National Reports

The following is a compiled list of national reports that focus on Medical Education:

  • Unmet Needs: Teaching Physicians to Provide Safe Patient Care (2010)
    A report by the Lucian Leape Institute Roundtable on Reforming Medical Education.
  • New and Developing Medical Schools: Motivating Factors, Major Challenges, Planning Strategies (October 2009)
    This new report written by Michael E. Whitcomb, M.D., addresses the challenges that exist for institutions planning to establish a new medical school. During the report he explores how these institutions responded to the situations. Whitcomb uses the Florida State University's College of Medicine as a case study. Published by the Josiah Macy, Jr. Foundation.

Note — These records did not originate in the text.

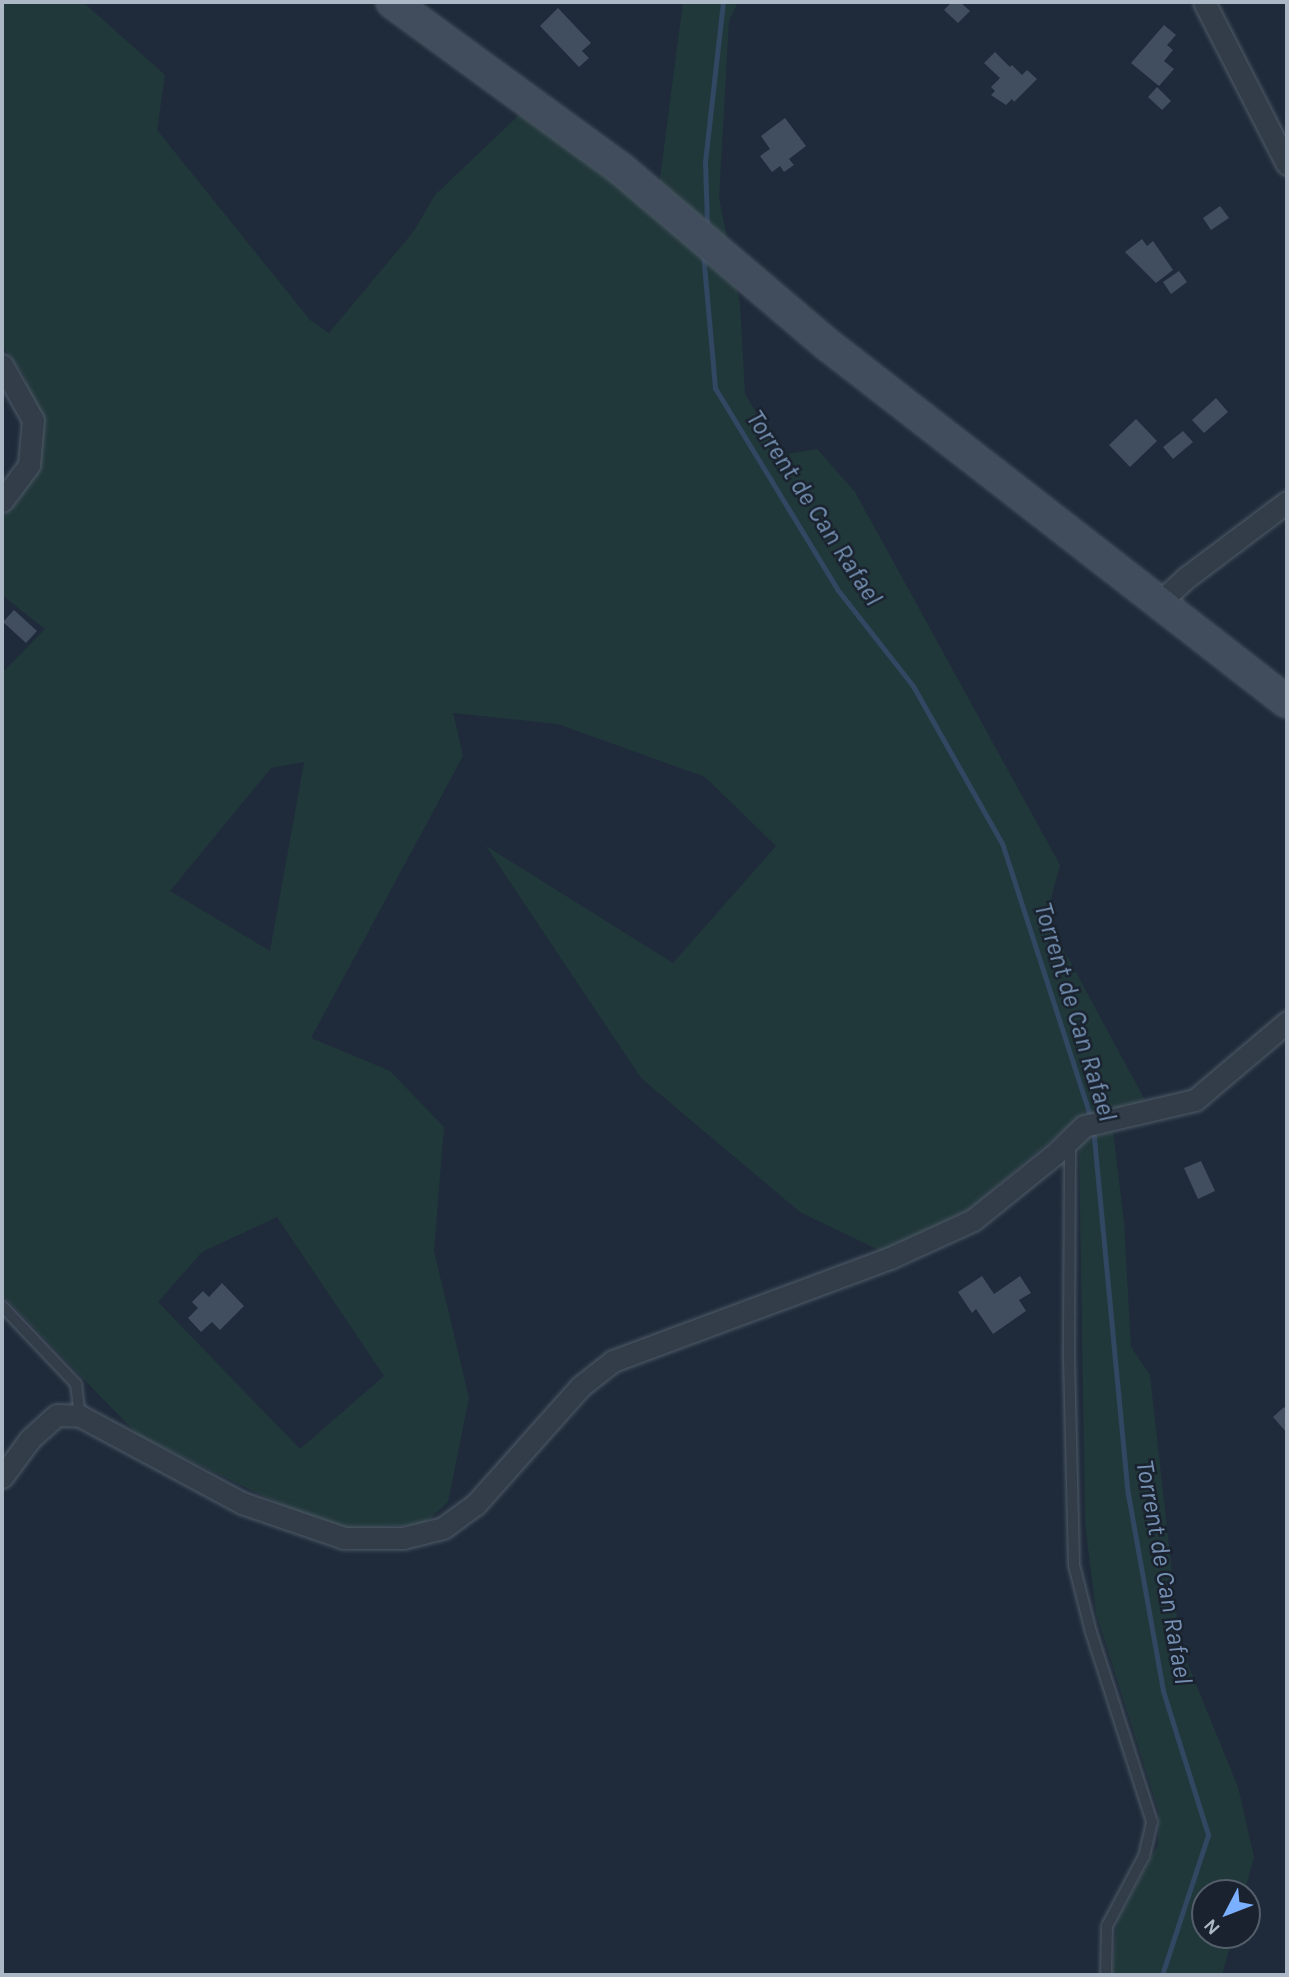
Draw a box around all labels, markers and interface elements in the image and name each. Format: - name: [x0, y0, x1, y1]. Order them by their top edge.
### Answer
- water label: Torrent de Can Rafael: [739, 404, 889, 612]
- water label: Torrent de Can Rafael: [1027, 899, 1123, 1125]
- water label: Torrent de Can Rafael: [1129, 1458, 1199, 1686]
- north arrow: [1191, 1879, 1261, 1949]
- text: N: [1199, 1914, 1225, 1939]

  • AAMC-HHMI Committee Report: Scientific Foundations for Future Physicians (June 2009)
    A new report, issued by an expert committee convened by the AAMC and the Howard Hughes Medical Institute (HHMI), for the first time defines scientific competencies for future medical school graduates and for undergraduate students who want to pursue a career in medicine.
  • Revisiting the Medical School Educational Mission at a Time of Expansion (October 2008)
    Published by the Josiah Macy, Jr. Foundation, this conference summary focuses on the goals and expectations of Medical School expansion, including discussions of confronting the challenge of modernizing medical education and educating physicians in the 21st century. This report also targets problems of medical student debt and the lack of diversity in school admissions.
  • Functions and Structure of a Medical School  (June 2008)
    This report focuses on the Liaison Committee on Medical Education (LCME) Standards for a Medical School.
  • Advancing Educators and Education: Defining the Components and Evidence of Educational Scholarship
    This report addresses important information and issues related to the legitimization of the scholarship of teaching. The information is a summary report from AAMC Group on Educational Affairs Consensus Conference on the topic of Educational Scholarship.
  • Ambulatory Based Clinical Education: Flexner Revisited (Feburary 2006)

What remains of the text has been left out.